Edit

Share via


Table types on elastic clusters in Azure Database for PostgreSQL flexible server (preview)

APPLIES TO: Azure Database for PostgreSQL - Flexible Server

There are five types of tables in a cluster, each stored differently on nodes and used for different purposes.

Distributed tables

The first type, and most common, is distributed tables. They appear to be normal tables to SQL statements, but they're horizontally partitioned across worker nodes. What this means is that the rows of the tables are stored on different nodes, in fragment tables called shards.

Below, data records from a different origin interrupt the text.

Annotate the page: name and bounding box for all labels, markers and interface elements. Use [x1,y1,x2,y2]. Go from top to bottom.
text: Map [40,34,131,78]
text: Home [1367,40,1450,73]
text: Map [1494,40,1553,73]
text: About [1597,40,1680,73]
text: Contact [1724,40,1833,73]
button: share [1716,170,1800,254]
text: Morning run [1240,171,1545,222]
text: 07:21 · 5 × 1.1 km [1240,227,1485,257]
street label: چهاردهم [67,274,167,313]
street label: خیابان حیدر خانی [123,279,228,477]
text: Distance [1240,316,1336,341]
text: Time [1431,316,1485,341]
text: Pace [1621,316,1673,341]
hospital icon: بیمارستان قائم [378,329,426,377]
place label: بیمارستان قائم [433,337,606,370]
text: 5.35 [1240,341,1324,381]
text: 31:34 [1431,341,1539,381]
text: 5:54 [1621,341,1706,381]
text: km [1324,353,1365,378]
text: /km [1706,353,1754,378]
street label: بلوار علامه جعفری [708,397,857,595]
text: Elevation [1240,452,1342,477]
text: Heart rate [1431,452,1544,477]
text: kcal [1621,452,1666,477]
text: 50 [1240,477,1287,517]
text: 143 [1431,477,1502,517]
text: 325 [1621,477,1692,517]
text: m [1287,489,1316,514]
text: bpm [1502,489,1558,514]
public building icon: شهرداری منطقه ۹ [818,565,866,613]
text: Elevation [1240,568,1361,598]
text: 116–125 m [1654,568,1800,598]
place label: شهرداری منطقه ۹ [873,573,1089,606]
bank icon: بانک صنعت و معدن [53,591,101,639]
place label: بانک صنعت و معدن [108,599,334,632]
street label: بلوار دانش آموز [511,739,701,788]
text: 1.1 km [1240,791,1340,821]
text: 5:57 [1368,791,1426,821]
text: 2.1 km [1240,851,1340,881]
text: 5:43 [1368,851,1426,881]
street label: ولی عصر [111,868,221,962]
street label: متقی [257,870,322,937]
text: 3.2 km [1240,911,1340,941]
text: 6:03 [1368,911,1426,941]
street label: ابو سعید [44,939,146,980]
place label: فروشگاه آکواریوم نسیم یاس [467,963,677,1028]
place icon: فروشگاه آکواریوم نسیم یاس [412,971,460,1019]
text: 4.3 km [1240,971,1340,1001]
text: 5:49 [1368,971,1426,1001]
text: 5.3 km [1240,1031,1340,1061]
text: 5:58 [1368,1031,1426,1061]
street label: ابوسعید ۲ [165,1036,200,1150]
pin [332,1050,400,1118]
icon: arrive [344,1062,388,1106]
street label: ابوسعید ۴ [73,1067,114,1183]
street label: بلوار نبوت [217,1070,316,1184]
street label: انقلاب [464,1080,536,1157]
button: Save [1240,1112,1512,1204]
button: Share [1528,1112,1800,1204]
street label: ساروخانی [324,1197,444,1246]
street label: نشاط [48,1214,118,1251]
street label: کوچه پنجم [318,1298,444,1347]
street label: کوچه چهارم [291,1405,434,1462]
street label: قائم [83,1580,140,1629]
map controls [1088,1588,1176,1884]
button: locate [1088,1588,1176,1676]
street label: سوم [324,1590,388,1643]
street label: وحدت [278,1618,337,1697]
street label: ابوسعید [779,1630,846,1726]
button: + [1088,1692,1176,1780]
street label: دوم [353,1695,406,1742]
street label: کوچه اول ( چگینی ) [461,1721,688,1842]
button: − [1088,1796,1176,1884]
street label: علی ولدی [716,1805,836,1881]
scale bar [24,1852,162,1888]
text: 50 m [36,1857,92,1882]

Elastic clusters run not only SQL but DDL (Data Definition Language) statements throughout a cluster. Changing the schema of a distributed table cascades to update all the table's shards across workers. Such operations need to be done through a connection over port 5432.

Distributed column

Elastic clusters use algorithmic sharding to assign rows to shards. The assignment is made deterministically based on the value of a table column called the distribution column. The cluster administrator must designate this column when distributing a table. Making the right choice is important for performance and functionality.

Reference tables

A reference table is a type of distributed table whose entire contents are concentrated into a single shard. The shard is replicated on every worker. Queries on any worker can access the reference information locally, without the network overhead of requesting rows from another node. Reference tables have no distribution column because there's no need to distinguish separate shards per row.

Reference tables are typically small and are used to store data that's relevant to queries running on any worker node. An example is enumerated values like order statuses or product categories.

Local tables

When you use elastic cluster, each node is a regular PostgreSQL database. You can create ordinary tables on them and choose not to shard them.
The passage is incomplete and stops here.